Mais si, la question est tout à fait sérieuse, et même cruciale (sans mauvais jeu de mots ;-), surtout pour moi qui adore les bons fromages - accompagnés d'un bon vin etc. (Très bon souvenir du camembert affiné au calva du 24 décembre au soir, au passage...).
Le sujet était abordé dans un passionnant documentaire avant-hier soir, "Ces fromages qu'on assassine", que France 3 a eu le courage de programmmer en prime time, en pleine période de fêtes... Voilà le postulat de ce docu, où un journaliste gastronomique, Périco Légasse, accompagné d'un jeune journaliste suédois (qui joue le rôle du candide) fait son tour de France des principaux producteurs de fromages : le leader européen de production de camemberts au lait cru, Lactalis (ex-Besnier, producteur des camemberts Président et Lepetit), mène un lobbying insensé, depuis quelques mois, pour imposer les fromages pasteurisés. Et pour que le lait cru ne soit plus un critère pour décrocher le sacro-saint label AOC. Pourquoi ce retournement de veste subit ? Tout simplement parce que le camembert au lait pasteurisé (chauffé jusqu'à 72°C, voilà pour les détails techniques) a pour immense avantage de pouvoir rester un mois dans les linéaires de grandes surfaces... contrairement au fromage au lait cru (cuisson à 35°C maxi), qui ne conserve qu'une dizaine de jours. Au grand bonheur du gourmet donc, mais la grande distribution s'estime perdante.

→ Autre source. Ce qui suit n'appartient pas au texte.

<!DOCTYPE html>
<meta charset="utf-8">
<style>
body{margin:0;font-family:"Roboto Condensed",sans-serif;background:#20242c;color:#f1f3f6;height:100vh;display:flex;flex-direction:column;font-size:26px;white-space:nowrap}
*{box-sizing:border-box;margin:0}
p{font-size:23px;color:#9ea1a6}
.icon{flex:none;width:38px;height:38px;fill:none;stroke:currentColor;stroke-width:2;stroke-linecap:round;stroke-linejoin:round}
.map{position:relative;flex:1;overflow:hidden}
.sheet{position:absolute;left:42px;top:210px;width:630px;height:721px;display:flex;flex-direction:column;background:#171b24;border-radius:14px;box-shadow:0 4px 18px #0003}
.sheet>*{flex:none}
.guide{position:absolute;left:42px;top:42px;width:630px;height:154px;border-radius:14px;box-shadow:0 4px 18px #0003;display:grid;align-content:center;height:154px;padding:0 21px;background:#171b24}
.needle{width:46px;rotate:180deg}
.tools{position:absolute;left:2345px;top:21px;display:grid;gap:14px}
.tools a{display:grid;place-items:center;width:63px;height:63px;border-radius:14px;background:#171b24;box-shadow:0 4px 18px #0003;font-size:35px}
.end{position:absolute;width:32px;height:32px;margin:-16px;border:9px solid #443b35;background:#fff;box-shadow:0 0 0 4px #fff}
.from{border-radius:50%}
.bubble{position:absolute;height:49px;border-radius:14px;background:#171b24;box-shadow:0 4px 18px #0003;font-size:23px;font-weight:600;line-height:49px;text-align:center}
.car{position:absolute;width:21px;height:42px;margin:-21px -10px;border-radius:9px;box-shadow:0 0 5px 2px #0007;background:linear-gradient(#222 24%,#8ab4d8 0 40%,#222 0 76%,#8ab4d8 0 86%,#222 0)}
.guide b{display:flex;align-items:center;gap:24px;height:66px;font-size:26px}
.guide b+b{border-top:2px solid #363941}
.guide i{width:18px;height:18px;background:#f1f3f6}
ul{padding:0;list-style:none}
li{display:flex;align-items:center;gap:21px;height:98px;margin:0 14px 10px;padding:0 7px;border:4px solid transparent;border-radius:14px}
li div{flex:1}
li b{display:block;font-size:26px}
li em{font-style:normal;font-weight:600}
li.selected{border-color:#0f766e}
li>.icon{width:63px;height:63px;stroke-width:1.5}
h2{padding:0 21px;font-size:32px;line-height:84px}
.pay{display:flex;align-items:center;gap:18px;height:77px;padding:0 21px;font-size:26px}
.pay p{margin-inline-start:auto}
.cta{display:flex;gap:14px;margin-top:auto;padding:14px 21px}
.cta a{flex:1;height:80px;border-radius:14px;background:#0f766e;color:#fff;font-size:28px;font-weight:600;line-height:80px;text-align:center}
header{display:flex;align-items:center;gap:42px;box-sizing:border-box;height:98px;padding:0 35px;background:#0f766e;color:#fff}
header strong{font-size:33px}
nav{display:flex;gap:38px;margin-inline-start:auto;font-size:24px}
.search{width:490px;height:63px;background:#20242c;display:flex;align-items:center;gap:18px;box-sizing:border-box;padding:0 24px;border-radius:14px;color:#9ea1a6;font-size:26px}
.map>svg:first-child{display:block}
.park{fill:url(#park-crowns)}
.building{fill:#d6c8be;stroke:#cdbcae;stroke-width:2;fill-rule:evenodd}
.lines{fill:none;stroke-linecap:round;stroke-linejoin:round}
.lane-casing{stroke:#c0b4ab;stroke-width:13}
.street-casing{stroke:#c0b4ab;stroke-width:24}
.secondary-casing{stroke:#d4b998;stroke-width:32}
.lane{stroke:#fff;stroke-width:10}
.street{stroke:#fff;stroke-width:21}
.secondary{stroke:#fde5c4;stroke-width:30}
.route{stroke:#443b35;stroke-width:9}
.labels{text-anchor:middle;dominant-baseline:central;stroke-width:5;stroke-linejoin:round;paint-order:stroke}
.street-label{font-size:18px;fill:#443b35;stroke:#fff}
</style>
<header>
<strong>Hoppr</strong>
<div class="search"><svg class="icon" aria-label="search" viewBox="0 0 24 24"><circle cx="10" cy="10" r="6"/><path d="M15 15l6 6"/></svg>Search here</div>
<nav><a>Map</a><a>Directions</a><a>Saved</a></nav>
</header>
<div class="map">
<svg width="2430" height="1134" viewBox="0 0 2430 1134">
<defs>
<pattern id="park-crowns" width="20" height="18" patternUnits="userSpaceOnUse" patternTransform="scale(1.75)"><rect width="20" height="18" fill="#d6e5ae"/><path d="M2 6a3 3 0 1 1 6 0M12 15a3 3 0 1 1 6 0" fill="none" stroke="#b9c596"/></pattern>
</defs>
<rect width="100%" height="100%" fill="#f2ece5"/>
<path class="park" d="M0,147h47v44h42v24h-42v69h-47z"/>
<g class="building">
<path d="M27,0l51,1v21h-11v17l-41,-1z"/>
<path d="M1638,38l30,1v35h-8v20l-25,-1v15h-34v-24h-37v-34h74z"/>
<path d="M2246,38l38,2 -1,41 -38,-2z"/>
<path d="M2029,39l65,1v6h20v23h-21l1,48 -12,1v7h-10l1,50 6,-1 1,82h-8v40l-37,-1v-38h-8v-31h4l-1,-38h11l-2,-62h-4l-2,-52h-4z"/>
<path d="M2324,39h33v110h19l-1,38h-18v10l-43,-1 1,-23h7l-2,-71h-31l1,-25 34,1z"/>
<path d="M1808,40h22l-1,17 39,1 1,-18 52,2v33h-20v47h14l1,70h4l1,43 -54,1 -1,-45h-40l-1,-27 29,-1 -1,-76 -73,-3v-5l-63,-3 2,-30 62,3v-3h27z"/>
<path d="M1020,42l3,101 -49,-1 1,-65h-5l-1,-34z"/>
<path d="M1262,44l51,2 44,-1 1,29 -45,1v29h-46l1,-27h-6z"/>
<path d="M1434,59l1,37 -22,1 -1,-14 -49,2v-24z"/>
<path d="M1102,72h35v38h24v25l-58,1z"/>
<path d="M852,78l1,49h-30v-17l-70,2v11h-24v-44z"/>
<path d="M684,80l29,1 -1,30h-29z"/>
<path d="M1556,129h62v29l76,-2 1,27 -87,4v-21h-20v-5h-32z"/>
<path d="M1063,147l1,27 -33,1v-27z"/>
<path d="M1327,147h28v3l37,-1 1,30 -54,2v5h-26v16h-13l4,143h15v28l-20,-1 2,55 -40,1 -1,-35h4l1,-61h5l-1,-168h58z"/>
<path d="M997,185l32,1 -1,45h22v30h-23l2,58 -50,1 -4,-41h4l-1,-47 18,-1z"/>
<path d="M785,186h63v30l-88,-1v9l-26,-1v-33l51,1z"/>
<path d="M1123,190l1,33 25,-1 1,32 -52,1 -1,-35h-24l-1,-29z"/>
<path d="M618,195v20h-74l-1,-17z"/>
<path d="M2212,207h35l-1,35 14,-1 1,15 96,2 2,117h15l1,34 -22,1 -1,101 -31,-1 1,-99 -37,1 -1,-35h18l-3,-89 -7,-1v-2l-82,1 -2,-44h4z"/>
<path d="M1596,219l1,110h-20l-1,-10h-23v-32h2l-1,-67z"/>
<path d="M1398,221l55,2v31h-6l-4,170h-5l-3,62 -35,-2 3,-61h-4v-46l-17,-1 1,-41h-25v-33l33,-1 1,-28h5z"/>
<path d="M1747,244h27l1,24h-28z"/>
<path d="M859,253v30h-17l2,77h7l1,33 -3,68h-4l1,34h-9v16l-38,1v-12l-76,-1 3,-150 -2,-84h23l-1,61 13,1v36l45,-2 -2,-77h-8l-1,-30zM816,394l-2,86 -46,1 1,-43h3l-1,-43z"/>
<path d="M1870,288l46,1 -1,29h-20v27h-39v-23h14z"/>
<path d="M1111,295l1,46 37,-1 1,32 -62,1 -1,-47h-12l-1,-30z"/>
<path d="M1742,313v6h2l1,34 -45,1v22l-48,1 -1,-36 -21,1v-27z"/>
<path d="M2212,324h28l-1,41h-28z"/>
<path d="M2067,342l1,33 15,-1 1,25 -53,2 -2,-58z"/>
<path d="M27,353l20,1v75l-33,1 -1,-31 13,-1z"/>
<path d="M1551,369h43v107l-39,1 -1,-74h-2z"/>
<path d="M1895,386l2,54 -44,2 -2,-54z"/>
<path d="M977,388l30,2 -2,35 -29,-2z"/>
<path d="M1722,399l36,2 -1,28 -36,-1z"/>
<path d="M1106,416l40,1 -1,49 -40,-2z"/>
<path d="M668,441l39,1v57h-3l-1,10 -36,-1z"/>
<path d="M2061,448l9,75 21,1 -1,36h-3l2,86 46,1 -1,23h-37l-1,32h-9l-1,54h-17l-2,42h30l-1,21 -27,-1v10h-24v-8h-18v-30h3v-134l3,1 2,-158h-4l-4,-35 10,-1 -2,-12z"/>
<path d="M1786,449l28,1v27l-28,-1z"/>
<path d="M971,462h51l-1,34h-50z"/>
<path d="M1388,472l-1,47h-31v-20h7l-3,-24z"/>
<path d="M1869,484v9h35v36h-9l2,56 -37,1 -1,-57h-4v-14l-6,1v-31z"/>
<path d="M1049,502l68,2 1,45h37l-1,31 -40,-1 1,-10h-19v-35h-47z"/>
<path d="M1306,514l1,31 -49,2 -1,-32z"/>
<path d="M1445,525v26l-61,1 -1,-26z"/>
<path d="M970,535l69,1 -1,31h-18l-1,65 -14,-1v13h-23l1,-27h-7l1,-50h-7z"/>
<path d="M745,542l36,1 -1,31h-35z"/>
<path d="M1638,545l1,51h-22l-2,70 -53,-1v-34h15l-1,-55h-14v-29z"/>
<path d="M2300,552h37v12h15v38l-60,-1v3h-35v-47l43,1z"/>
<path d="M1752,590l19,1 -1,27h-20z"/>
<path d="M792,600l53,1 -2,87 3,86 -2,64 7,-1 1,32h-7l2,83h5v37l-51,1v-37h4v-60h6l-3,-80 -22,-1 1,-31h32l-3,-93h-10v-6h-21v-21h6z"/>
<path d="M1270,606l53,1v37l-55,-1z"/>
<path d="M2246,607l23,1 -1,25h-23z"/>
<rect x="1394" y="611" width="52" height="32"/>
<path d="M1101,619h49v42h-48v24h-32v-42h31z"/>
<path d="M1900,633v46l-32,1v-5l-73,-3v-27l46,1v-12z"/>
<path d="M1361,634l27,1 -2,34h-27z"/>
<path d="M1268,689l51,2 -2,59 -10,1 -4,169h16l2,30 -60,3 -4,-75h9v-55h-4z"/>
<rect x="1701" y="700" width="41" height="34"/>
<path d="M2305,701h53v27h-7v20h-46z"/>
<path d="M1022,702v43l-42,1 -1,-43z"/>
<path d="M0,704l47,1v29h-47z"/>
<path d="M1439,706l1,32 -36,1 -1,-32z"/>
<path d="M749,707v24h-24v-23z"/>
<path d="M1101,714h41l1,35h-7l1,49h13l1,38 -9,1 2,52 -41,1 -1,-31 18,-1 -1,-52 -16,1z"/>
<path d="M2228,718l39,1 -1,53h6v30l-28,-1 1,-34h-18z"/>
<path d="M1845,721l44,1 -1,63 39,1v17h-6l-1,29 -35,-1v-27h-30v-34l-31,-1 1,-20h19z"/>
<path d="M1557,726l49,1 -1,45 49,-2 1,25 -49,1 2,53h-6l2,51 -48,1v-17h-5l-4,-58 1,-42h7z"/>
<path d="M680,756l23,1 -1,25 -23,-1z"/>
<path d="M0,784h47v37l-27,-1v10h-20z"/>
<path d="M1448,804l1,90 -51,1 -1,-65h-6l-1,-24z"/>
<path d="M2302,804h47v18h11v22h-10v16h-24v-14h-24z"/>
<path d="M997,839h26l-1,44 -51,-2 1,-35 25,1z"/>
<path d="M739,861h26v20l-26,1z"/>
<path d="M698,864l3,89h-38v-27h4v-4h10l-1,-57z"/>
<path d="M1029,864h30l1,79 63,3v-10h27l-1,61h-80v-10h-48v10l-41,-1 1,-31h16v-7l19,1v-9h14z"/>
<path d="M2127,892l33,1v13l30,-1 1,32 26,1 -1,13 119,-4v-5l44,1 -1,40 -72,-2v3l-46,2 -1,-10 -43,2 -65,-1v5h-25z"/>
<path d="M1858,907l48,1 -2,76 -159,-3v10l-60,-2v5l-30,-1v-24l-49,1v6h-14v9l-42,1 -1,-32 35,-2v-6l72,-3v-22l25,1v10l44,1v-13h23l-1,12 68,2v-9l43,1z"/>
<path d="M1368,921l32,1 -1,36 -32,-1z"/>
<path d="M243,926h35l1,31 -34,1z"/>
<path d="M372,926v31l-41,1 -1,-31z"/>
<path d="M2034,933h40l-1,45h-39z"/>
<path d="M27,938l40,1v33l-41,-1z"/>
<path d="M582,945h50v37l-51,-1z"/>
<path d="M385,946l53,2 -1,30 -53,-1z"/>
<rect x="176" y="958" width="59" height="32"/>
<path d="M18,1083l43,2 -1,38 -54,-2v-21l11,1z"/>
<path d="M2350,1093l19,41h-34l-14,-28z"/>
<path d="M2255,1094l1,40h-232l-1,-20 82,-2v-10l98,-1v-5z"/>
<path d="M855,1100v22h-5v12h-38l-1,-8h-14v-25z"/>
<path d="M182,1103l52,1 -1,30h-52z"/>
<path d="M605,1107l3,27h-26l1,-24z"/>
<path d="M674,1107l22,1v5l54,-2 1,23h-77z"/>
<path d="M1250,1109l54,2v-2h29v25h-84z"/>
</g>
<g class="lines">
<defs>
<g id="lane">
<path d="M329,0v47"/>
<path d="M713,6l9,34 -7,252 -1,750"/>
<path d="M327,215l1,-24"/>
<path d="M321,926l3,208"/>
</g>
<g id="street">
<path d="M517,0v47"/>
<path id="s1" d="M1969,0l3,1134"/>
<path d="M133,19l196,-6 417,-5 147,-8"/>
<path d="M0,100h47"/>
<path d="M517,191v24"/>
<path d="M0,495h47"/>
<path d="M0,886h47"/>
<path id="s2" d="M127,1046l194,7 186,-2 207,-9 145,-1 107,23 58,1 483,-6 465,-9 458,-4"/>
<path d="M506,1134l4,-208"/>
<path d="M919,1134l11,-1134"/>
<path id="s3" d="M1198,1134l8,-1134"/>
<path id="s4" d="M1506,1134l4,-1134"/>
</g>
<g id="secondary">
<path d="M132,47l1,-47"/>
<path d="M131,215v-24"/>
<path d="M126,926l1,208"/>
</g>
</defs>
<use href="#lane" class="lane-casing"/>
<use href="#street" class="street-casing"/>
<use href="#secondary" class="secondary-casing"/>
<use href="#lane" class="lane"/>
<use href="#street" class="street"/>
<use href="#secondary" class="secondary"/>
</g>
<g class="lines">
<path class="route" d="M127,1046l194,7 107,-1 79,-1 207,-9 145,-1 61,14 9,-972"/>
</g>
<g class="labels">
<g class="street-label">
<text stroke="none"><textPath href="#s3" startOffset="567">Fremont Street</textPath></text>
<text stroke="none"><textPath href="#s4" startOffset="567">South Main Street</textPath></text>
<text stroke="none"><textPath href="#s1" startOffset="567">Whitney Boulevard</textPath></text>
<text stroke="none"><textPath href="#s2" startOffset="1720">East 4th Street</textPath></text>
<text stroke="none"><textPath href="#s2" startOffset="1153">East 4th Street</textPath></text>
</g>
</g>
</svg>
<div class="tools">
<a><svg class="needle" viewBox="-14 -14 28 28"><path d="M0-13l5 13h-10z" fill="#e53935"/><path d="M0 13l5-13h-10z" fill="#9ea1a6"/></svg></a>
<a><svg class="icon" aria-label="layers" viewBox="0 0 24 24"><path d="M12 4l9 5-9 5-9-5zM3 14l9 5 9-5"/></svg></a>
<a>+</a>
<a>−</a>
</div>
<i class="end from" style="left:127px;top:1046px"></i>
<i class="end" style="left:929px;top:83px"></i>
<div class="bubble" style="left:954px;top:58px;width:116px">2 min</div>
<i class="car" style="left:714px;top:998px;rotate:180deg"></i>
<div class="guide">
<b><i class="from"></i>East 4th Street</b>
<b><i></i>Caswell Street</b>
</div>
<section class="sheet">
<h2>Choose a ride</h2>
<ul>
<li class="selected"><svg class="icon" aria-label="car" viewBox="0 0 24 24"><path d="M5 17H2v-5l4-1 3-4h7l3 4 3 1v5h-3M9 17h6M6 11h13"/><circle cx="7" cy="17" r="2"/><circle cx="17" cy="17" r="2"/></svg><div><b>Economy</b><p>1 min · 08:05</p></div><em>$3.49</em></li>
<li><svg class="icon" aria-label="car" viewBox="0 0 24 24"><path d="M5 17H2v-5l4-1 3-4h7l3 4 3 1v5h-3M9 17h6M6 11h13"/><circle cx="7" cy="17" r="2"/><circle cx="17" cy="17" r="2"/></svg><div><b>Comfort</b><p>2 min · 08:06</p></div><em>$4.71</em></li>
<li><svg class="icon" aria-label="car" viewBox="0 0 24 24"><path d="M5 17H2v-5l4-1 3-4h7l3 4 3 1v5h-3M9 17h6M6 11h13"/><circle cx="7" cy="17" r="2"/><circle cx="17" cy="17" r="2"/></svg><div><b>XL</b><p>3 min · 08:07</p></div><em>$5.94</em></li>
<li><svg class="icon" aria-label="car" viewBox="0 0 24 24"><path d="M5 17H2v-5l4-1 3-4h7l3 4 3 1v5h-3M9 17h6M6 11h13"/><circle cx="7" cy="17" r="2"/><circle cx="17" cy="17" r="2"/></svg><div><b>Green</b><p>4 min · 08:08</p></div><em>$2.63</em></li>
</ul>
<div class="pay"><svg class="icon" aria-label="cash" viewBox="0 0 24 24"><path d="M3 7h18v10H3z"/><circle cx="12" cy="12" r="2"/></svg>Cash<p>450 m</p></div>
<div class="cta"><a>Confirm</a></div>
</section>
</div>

En montrant plusieurs producteurs indépendants un peu partout en France, le documentaire montre à quel point les fromages pasteurisés pourraient tuer l'originalité des "vrais" fromages, voire "pasteuriser les esprits" - comme le montre une séquence très révélatrice, où une formatrice de l'Université du goût de Tours souligne que le critère des futurs "goûteurs" est désormais de sélectionner "ce qui doit plaire au marché" - sic.
C'est un papier dans le Canard enchaîné de la semaine dernière qui avait retenu mon attention. Lors de la projection de presse du documentaire, le dircom' du groupe Lactalis aurait laissé entendre que son groupe pourrait sucrer le budget publicitaire annuel 2008 de Lactalis pour France Televisions (20 millions d'euros tout de même). Car Lactalis n'aurait pas supporté que le doc montre comment deux personnes ... et des robots se chargent du "moulage à la louche" de 250 000 camemberts par jour. Finalement, contrairement aux craintes du Canard, France 3 n'a pas déprogrammé le doc... Mais on a pu apprécier les 'bip" lors d'une interview - savoureuse - d'une pubeuse de l'agence DDB, qui expliquait le B-A BA des campagnes de pub autour du bip-Lactalis, le "grand cru du camembert" ;-).